> _What is required_
Search through the entries for the word "sans" and copy every line that has it.

> _Dataset records_

------

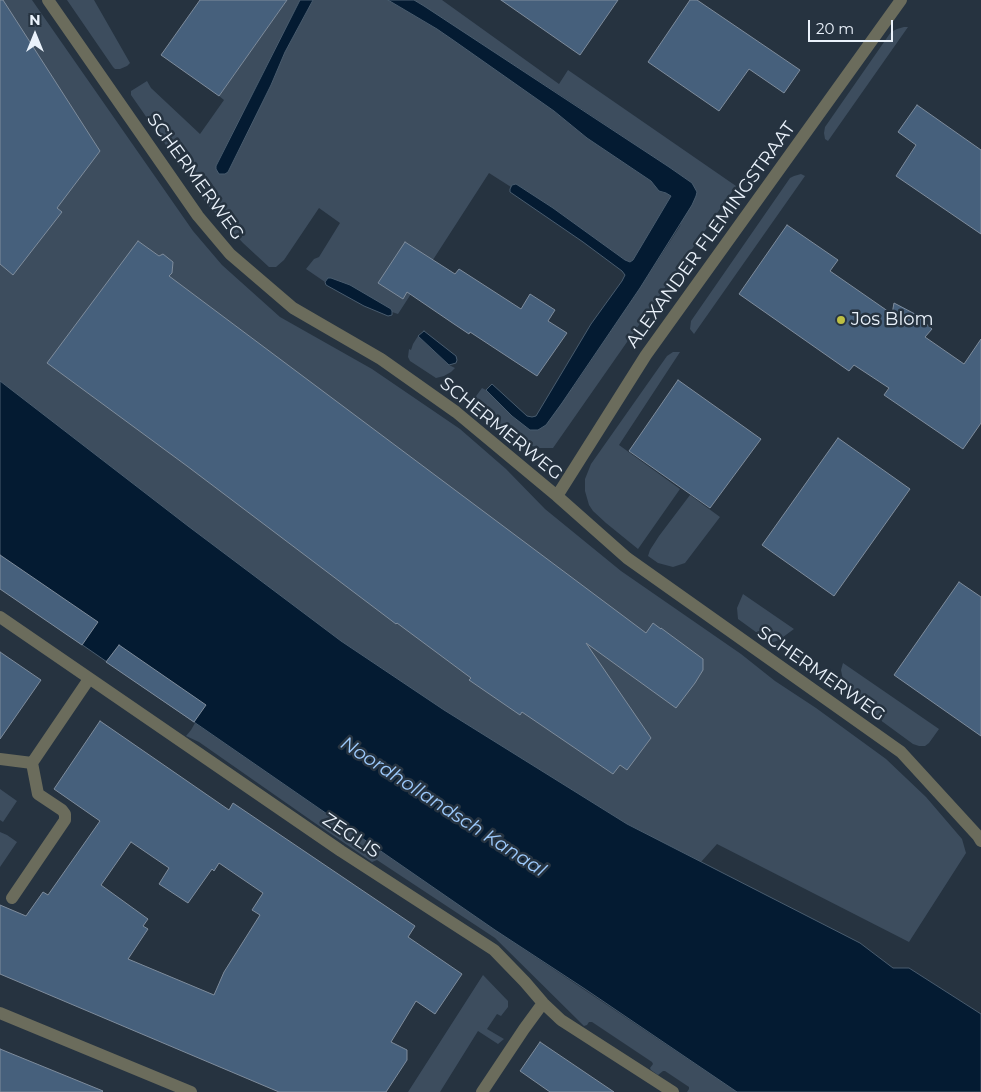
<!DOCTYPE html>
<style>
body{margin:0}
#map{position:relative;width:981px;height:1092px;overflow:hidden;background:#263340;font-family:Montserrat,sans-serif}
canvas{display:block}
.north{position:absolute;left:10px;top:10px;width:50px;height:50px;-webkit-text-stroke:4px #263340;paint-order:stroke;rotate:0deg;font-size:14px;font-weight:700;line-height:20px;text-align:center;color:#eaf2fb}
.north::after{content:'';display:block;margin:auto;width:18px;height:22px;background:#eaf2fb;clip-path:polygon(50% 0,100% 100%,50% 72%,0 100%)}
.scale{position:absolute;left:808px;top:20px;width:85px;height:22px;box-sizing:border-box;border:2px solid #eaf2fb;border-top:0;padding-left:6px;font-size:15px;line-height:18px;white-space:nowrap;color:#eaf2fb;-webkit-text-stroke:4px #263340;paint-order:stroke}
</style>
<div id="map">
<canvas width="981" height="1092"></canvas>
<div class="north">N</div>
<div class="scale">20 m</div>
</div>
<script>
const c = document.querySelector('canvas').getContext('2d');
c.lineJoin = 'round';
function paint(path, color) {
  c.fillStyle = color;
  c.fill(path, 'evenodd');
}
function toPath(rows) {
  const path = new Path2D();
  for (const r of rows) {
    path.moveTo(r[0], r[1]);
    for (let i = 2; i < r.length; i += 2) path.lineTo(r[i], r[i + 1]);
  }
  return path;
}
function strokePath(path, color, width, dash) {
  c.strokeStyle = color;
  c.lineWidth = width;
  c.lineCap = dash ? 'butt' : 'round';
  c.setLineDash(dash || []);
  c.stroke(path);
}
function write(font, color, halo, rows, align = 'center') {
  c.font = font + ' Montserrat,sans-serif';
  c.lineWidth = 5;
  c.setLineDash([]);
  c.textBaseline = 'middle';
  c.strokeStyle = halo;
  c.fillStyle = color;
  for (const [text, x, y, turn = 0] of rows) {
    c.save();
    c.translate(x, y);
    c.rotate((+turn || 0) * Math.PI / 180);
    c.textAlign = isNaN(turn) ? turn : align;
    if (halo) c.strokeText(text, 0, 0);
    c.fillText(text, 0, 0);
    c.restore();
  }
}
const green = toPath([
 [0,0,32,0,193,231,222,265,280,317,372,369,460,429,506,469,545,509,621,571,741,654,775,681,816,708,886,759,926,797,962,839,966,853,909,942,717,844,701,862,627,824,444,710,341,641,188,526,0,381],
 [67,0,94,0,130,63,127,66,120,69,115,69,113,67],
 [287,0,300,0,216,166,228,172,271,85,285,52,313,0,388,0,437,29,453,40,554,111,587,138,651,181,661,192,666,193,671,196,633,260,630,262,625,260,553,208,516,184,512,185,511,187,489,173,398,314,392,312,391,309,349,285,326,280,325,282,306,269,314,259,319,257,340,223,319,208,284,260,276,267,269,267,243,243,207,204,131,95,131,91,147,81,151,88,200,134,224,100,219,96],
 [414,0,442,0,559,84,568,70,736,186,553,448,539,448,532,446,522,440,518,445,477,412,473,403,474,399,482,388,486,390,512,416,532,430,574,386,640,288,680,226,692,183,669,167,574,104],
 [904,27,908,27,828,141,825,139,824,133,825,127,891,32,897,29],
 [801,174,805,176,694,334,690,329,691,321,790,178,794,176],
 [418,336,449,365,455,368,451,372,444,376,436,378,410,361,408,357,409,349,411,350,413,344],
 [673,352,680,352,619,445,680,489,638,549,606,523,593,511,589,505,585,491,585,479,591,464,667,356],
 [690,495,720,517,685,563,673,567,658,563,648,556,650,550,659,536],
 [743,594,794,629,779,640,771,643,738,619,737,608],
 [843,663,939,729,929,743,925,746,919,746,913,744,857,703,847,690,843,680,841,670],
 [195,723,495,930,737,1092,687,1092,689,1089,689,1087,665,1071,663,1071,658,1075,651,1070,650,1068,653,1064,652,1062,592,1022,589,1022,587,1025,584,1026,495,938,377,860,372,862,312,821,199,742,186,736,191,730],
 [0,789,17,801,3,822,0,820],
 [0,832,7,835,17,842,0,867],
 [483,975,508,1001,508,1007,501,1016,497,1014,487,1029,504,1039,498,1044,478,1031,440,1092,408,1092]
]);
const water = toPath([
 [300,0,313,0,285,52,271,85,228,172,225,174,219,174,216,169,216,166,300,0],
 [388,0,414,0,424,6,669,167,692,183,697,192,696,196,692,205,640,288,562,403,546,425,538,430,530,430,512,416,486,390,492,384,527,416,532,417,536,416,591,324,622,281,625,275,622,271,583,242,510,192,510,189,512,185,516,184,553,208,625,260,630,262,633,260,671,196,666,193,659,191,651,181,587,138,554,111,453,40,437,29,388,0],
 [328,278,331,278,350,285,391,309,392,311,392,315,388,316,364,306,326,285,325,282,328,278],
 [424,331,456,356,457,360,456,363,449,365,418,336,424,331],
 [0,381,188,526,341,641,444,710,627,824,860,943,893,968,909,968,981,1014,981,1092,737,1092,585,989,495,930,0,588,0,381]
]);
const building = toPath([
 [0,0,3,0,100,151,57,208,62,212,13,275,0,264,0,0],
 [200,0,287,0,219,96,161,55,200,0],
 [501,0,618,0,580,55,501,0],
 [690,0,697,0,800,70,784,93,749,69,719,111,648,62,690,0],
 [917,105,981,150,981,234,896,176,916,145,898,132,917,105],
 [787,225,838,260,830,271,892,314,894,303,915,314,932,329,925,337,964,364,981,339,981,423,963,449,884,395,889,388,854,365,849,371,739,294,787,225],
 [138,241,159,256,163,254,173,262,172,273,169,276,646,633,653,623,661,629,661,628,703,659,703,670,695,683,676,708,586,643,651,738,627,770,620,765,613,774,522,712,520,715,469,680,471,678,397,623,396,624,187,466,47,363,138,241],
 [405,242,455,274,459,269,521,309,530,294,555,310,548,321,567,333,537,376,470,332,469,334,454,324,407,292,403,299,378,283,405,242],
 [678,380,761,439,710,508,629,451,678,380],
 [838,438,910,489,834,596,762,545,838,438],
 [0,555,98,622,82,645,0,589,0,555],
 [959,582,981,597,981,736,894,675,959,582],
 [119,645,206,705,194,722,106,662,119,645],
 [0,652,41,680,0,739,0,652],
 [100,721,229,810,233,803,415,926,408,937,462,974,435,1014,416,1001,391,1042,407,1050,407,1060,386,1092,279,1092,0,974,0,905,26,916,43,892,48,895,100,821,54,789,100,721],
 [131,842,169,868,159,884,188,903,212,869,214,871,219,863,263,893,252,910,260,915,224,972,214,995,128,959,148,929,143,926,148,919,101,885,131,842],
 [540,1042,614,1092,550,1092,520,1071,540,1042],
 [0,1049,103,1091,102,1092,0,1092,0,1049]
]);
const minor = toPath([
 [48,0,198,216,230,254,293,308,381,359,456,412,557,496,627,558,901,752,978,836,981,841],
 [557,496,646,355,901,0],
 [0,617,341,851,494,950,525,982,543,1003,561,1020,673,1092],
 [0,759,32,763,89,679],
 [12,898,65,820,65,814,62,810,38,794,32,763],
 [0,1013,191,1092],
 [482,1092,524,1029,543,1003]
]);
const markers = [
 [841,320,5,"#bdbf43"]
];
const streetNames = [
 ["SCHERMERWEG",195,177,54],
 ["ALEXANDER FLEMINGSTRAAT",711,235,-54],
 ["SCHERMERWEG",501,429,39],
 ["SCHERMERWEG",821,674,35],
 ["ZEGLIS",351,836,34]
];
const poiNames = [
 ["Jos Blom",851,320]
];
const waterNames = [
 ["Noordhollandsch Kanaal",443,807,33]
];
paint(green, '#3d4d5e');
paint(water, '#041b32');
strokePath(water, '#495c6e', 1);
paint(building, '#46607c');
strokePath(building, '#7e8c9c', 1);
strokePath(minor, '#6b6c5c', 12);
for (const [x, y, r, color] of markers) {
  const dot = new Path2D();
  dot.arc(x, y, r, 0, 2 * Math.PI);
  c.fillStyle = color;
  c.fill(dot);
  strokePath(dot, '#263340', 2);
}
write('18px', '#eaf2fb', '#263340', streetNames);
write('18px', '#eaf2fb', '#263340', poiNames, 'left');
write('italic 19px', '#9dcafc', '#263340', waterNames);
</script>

------

> _Exercise result_
#map{position:relative;width:981px;height:1092px;overflow:hidden;background:#263340;font-family:Montserrat,sans-serif}
  c.font = font + ' Montserrat,sans-serif';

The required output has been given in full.